Getting started
title: "Deployment" description: "Self-hosting reference for the LintPDF OSS engine — environment variables, supporting services, Docker / Railway / single-node topology, and the OSS-mode hard-fail toggles." group: "Getting started" order: 2
Deployment
This guide covers self-hosting the LintPDF OSS engine — running it
standalone, without the hosted SaaS shell at lintpdf.com. For the
high-level overview see README.md; for the
architectural picture see docs/ARCHITECTURE.md.
What the OSS engine ships
When booted with LINTPDF_SAAS_MODE=false, the following routes
are mounted:
| Route | Purpose |
|---|---|
GET /health, GET /ready | Liveness + readiness (DB / Redis check) |
GET /api/v1/ai/health | AI subsystem readiness probe |
POST /api/v1/jobs | Submit a PDF for preflight |
GET /api/v1/jobs/{id} | Poll job status + retrieve findings |
GET /api/v1/jobs/{id}/state | One-call snapshot (job + reports + annotations + verdicts) |
GET /api/v1/jobs | List jobs |
DELETE /api/v1/jobs/{id} | Delete job + its artifacts |
POST /api/v1/jobs/{id}/rerun_audit | Re-run AI audit on existing findings |
POST /api/v1/jobs/{id}/findings/{fid}/explain | Per-finding AI explanation |
GET /api/v1/jobs/{id}/epm | EPM (Engineering Production Match) verdict |
GET /api/v1/jobs/{id}/decisions | Audit log of human-in-the-loop verdict overrides |
GET/POST /api/v1/viewer/jobs/{id}/... | Viewer config + capability fetches |
POST /api/v1/viewer/jobs/{id}/annotations[/...] | Annotation CRUD |
POST /api/v1/reports/jobs/{id} | Mint HTML / PDF / JSON / annotated reports |
POST /api/v1/batch | Batch submit (multiple PDFs in one call) |
GET /api/v1/profiles[/...] | Built-in preflight profile resolution |
GET /api/v1/icc-profiles[/...] | Substrate ICC profile lookup |
What is NOT in OSS mode: tenant CRUD, API-key issuance, Stripe billing, the trial intake flow, brand profile management, custom domain probing, approval workflows, file-pack purchases, AI credit grants, the admin console, and the white-label-aware report mint. Those live behind the SaaS shell, which proprietarily consumes the OSS engine as a Python dep.

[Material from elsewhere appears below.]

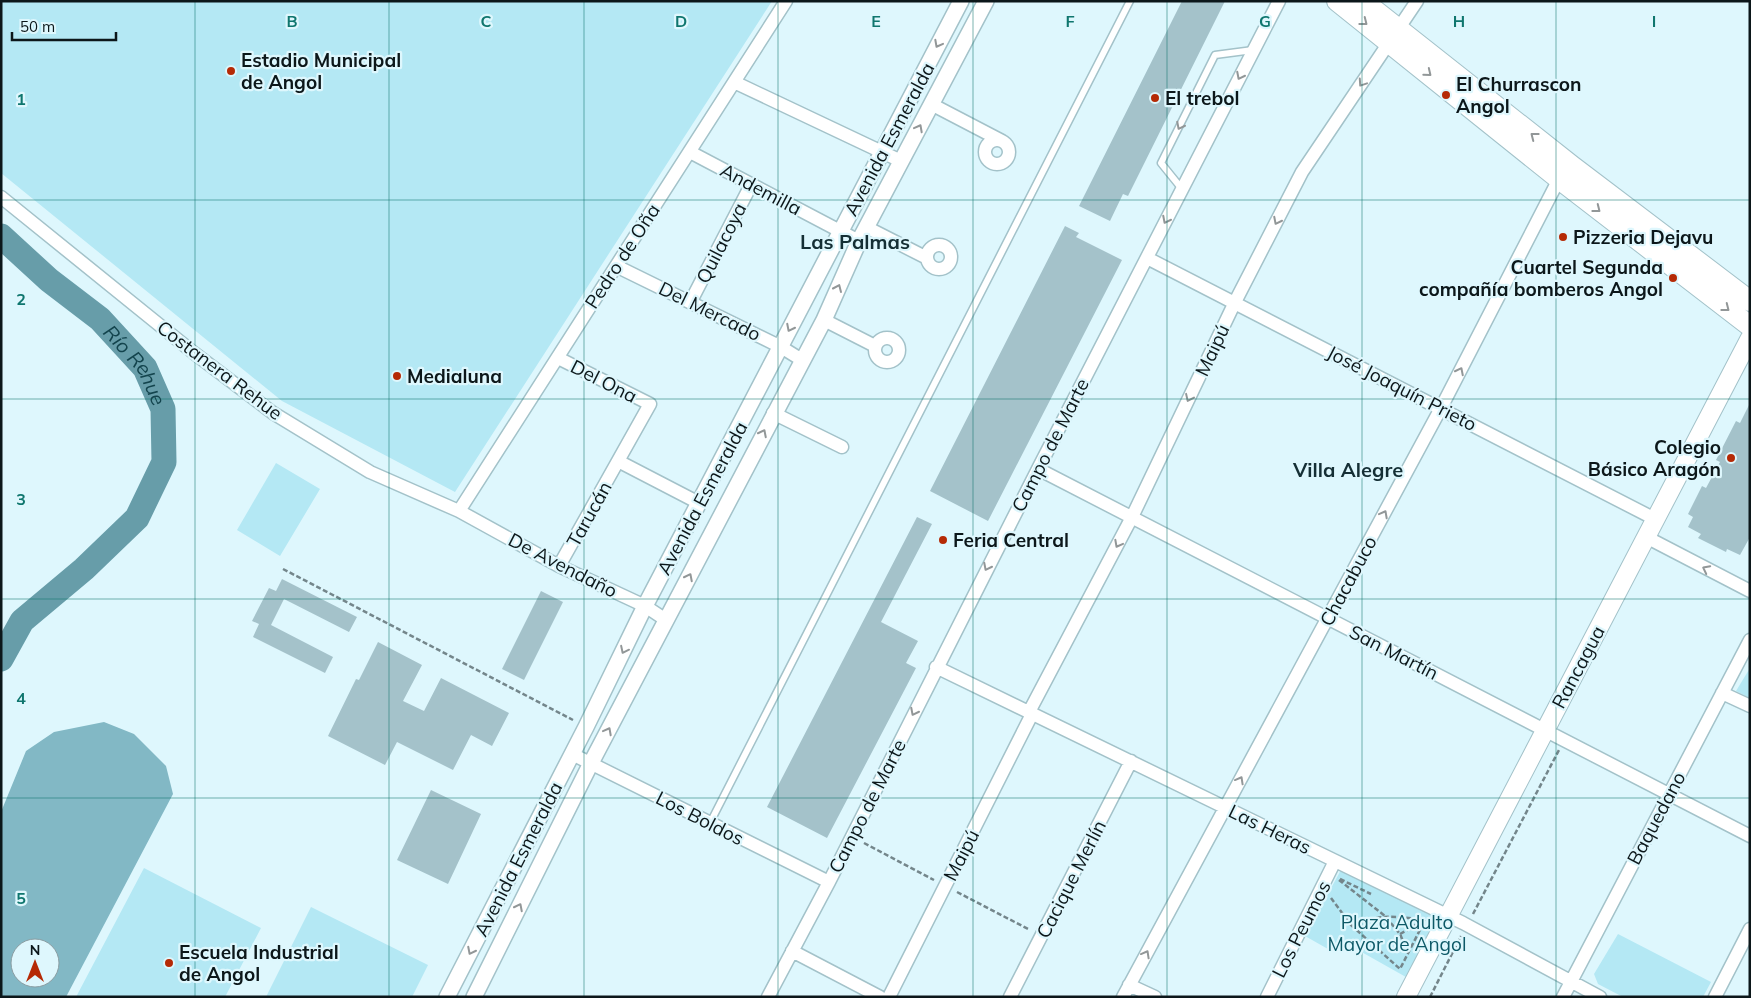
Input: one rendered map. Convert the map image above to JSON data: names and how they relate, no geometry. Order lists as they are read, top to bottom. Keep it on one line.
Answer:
{"streets":{"main road":["Rancagua"],"street":["Avenida Esmeralda","Andemilla","Quilacoya","Pedro de Oña","Del Mercado","Maipú","Costanera Rehue","Del Ona","José Joaquín Prieto","Campo de Marte","Tarucán","De Avendaño","Chacabuco","San Martín","Los Boldos","Baquedano","Las Heras","Cacique Merlín","Los Peumos"]},"crossings":[["Avenida Esmeralda","Andemilla"],["Avenida Esmeralda","Del Mercado"],["Avenida Esmeralda","De Avendaño"],["Avenida Esmeralda","Los Boldos"],["Andemilla","Quilacoya"],["Andemilla","Pedro de Oña"],["Quilacoya","Del Mercado"],["Pedro de Oña","Del Mercado"],["Pedro de Oña","Costanera Rehue"],["Pedro de Oña","Del Ona"],["Pedro de Oña","De Avendaño"],["Maipú","José Joaquín Prieto"],["Maipú","San Martín"],["Maipú","Las Heras"],["Costanera Rehue","De Avendaño"],["Del Ona","Tarucán"],["José Joaquín Prieto","Campo de Marte"],["José Joaquín Prieto","Chacabuco"],["José Joaquín Prieto","Rancagua"],["Campo de Marte","San Martín"],["Campo de Marte","Los Boldos"],["Campo de Marte","Las Heras"],["Tarucán","De Avendaño"],["Chacabuco","San Martín"],["Chacabuco","Las Heras"],["San Martín","Rancagua"],["San Martín","Baquedano"],["Rancagua","Las Heras"],["Baquedano","Las Heras"],["Las Heras","Cacique Merlín"],["Las Heras","Los Peumos"]],"one_way":["Maipú","Campo de Marte","Chacabuco"],"districts":["Las Palmas","Villa Alegre"],"water":["Río Rehue"],"parks":["Plaza Adulto Mayor de Angol"],"places":["Estadio Municipal de Angol","El Churrascon Angol","El trebol","Pizzeria Dejavu","Cuartel Segunda compañía bomberos Angol","Medialuna","Colegio Básico Aragón","Feria Central","Escuela Industrial de Angol"],"scale_bar":"50 m","north":"top","grid":{"columns":["B","C","D","E","F","G","H","I"],"rows":["1","2","3","4","5"]}}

Required environment variables
| Var | Required? | Purpose |
|---|---|---|
LINTPDF_SAAS_MODE=false | yes (for OSS deploy) | Skips SaaS-only routers at boot. Default true mounts everything (the hosted SaaS layout). |
LINTPDF_SECRET_KEY | yes in production | Signs viewer JWTs and share-link tokens. Production refuses to boot with the default 'change-me-in-production' value. Generate with openssl rand -hex 32. |
LINTPDF_ENVIRONMENT | optional | One of production (default), staging, development. Dev mode bypasses the secret-key + CORS hard-fails so local hacking works. |
LINTPDF_CORS_ALLOW_ORIGINS | optional | Comma-separated origin allowlist for browser callers. Defaults to https://lintpdf.com,https://app.lintpdf.com — set to your origin(s). Production refuses '*'. |
LINTPDF_DATABASE_URL | yes | PostgreSQL connection string. Engine tables run via Alembic on first boot. |
LINTPDF_REDIS_URL | yes | Redis used for rate limiting + tile-warming locks. |
LINTPDF_GPU_INFERENCE_URL | optional | Point at the AI inference service if running with AI features. Without it, AI analyzers self-skip. |
S3_* / LINTPDF_S3_* | yes if using object storage | R2 / S3 credentials for PDF + report storage. |
LINTPDF_CLAMAV_URL | optional | If set, every upload is scanned. Best-effort fail-open by default (set LINTPDF_CLAMAV_REQUIRED=1 to fail-closed). |
LINTPDF_AUTH_MODE | optional | required (default) — every tenant-scoped route requires a valid API key. open — bypass API key checks and inject a built-in OSS sentinel tenant. Use only when access is gated upstream (e.g. behind your own auth gateway) or on a demo box. |
Boot a server (pip)
# Install from PyPI
pip install lintpdf
# Or pin to a specific git ref:
# pip install "lintpdf @ git+https://github.com/printwithsynergy/lint-pdf.git@main"
# Minimum viable env
export LINTPDF_SAAS_MODE=false
export LINTPDF_SECRET_KEY=$(openssl rand -hex 32)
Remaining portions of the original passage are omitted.